Differential expression of the transcripts for the fruit shape in two types of peaches
In the analysis of the signal transduction pathways for plant hormones, we identified seven DETs by the KEGG annotation: ONT.5631.5, ONT.5631.9, rna13157, ONT.942.6, ONT.4473.2, rna4079, and rna4080. Both ONT.5631.5 and ONT.5631.9 were annotated as AUX1/LAX as well as auxin influx carriers (AUX1/LAX family) in the ko04075 database.
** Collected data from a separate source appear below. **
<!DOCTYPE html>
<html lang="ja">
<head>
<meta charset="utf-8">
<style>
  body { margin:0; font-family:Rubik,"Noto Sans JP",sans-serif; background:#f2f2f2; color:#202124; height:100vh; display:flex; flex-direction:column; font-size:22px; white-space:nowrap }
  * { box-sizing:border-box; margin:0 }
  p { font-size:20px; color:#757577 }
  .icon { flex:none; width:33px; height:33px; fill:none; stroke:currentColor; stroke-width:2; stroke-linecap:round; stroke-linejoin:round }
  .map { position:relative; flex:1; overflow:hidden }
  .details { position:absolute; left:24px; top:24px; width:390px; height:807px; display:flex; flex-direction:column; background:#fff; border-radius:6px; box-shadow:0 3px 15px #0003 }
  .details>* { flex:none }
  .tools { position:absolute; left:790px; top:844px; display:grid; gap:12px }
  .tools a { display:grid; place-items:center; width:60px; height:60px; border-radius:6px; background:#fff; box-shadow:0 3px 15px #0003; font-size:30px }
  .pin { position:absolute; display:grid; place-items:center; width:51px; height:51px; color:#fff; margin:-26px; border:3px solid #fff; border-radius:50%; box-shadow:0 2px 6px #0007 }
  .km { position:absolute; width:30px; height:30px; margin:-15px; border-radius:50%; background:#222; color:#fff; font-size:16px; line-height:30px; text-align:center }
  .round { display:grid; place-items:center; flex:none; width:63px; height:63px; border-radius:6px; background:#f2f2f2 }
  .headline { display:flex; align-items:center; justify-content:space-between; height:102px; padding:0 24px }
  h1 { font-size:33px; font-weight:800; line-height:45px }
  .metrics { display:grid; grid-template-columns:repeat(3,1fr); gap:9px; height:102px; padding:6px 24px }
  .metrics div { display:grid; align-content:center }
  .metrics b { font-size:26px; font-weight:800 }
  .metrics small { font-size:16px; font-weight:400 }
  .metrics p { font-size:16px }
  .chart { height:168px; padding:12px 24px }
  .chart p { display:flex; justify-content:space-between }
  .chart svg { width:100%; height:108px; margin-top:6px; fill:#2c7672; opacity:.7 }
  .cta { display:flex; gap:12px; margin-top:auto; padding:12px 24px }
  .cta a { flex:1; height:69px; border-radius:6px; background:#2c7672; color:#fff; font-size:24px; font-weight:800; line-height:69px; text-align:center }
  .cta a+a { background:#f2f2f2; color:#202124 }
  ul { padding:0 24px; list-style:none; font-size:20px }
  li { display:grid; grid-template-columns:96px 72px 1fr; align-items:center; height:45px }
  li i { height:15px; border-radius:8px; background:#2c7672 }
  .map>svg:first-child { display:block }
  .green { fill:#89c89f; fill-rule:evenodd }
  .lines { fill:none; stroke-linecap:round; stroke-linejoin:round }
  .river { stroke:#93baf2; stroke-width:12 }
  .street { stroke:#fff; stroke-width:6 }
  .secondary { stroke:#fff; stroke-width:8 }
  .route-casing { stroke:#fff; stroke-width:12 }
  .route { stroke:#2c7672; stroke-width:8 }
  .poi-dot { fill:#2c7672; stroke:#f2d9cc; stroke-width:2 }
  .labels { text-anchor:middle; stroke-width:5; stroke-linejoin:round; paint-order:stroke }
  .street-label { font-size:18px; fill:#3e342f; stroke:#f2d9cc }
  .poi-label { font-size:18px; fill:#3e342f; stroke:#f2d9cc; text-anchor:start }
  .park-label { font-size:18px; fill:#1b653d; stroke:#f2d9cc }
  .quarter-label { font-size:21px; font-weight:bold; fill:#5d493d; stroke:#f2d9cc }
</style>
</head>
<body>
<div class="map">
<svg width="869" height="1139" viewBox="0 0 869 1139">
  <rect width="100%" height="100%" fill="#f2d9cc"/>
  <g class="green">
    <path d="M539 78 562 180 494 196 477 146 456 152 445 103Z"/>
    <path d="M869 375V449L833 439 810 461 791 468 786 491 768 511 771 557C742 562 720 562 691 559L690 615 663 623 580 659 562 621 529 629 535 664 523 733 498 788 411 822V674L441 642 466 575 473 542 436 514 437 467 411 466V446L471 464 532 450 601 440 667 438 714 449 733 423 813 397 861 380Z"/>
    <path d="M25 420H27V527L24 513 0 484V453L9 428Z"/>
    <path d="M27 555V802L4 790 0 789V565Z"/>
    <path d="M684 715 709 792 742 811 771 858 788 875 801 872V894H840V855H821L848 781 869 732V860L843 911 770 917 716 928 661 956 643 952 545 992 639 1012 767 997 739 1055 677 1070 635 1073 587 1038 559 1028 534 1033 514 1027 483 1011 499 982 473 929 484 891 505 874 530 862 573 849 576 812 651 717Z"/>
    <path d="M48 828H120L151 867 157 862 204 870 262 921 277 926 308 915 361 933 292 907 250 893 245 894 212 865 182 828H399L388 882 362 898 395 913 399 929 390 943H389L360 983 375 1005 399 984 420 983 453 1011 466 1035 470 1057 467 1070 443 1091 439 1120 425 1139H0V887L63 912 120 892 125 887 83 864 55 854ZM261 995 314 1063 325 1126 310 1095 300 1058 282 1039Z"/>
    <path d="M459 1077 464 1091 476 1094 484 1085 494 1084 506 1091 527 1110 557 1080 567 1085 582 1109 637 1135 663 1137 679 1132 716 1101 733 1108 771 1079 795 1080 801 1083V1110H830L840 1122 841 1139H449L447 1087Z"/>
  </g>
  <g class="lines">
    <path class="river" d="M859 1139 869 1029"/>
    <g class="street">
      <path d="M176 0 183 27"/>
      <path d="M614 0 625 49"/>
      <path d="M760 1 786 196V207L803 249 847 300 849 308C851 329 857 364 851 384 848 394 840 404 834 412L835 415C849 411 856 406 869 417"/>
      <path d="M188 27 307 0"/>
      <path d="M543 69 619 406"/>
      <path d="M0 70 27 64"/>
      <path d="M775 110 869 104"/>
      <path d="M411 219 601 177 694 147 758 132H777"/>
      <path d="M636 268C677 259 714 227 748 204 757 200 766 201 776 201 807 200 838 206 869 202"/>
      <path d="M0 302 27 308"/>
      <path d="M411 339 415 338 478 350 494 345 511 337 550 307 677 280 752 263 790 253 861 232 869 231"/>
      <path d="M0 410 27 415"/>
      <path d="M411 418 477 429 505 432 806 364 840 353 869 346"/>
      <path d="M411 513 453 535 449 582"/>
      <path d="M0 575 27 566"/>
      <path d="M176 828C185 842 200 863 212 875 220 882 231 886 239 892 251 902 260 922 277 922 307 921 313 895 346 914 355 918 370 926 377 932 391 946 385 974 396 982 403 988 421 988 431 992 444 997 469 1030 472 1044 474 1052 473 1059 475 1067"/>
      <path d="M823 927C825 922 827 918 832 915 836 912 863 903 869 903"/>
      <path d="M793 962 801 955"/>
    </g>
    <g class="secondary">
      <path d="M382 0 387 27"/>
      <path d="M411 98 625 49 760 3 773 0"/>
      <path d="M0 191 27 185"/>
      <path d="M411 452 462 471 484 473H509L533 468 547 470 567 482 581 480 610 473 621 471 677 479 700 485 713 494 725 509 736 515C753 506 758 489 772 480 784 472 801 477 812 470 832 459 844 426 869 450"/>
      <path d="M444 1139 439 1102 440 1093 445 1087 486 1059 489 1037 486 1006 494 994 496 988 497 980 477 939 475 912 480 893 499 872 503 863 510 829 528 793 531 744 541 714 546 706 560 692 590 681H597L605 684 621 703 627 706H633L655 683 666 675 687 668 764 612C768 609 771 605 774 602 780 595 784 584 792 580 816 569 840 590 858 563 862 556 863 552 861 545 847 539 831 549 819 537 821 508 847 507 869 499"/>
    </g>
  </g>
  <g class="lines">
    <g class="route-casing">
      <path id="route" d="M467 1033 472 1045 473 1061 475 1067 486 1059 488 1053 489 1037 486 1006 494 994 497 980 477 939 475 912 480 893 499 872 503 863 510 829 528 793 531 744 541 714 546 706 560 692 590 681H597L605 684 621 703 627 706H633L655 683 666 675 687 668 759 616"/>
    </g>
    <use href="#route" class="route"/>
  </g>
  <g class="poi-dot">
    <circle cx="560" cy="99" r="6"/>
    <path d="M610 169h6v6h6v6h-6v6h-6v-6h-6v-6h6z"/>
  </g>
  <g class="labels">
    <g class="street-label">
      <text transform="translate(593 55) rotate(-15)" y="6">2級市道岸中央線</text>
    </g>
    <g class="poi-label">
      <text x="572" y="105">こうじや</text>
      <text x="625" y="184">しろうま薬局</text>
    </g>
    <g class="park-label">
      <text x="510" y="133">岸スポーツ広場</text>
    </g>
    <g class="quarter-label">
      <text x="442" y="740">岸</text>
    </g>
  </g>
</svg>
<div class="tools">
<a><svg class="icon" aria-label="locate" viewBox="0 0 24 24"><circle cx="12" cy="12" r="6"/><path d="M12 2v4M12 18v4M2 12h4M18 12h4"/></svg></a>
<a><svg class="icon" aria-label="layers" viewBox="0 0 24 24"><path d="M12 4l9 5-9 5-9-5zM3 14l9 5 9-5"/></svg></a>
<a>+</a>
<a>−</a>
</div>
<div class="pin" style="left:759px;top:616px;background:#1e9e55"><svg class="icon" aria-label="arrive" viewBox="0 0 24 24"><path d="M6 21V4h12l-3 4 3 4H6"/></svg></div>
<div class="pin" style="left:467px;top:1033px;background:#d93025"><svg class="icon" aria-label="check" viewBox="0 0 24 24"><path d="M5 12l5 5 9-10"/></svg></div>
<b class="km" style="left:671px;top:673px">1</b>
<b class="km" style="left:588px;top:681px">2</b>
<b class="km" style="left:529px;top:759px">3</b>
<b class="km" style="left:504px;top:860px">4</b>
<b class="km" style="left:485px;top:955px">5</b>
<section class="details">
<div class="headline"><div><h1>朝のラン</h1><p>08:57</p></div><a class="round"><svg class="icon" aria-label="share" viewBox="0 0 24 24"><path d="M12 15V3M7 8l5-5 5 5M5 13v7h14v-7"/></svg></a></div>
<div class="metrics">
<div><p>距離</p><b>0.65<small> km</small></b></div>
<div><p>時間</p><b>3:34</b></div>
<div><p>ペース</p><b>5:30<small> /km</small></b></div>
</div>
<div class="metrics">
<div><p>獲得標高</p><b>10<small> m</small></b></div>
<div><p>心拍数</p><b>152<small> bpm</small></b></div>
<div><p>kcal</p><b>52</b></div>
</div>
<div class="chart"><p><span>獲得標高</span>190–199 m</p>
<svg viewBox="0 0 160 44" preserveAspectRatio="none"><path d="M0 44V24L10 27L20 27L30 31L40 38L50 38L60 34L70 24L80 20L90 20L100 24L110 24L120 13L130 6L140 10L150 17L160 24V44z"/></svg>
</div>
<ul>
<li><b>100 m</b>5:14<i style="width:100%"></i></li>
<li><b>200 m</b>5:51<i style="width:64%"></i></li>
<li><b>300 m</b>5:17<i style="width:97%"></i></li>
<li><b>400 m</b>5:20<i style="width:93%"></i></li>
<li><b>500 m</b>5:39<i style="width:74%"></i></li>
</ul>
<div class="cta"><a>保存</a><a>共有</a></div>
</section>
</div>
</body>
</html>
Rna13157 was annotated as a SAUR family protein that has been known to promote cell enlargement and plant growth (Fig. 4). ONT.942.6 was annotated as AHP, which is a histidine-containing phosphotransfer protein (Fig. 4). This protein is important in promoting cell division. ONT.4473.2 was annotated as EIN3 (Fig. 4) and was defined as an ethylene-insensitive protein 3. This protein facilitates fruit ripening and senescence. Rna4079 and rna4080 were annotated as TGA and defined as the transcription factor TGA by the KO annotation. TGA affects the resistance of plants to diseases [25]. In the analysis of the tryptophan metabolism pathway by the KEGG annotation, we identified three DETs: rna36192, ONT.10241.19, and ONT.10241.4. Rna36192 is annotated as YUCCA, an indole-3- pyruvate monooxygenase (Fig. 4), and ONT.10241.19 and ONT.10241.4 were annotated as katE/CAT, belonging to the catalase family. In the brassinosteroid biosynthesis pathway (ko00905), we identified 11 DETs, which were divided into two classes: CYP734A1 or BAS1, including ONT.1922.5, ONT.1923.2, ONT.1923.3, ONT.1949.1, ONT.1950.1, ONT.1953.1, rna3897, rna3899, and rna3900 (Fig. 4) and CYP90C1/ROT3, including ONT.15392.3 and rna31428. The former is defined as PHYB activation-tagged suppressor 1, whereas the latter is a 3-epi-6-deoxocathasterone 23-monooxygenase (Fig. 4). Using DataViz visual data analysis software to further analyze the relationship between differential transcriptome and fruit shape, we discovered that the fruit shape index was related to ONT.4473.2, ONT.5631.5, rna13157, rna4080, ONT.10241.19, ONT.10241.4, rna36192, ONT.15392.3, ONT.1923.2, ONT.1923.3, ONT.1949.1, ONT.1950.1, ONT.1953.1, rna3897, rna3899, and rna3900, but not to ONT.5631.9, ONT.942.6, rna4079, or ONT.1922.5. Moreover, the transverse diameter was related to all transcriptomes, expect for ONT.5631.9. In contrast, the longitudinal diameter did not correlate with any feature of the transcriptome (fig. 5C).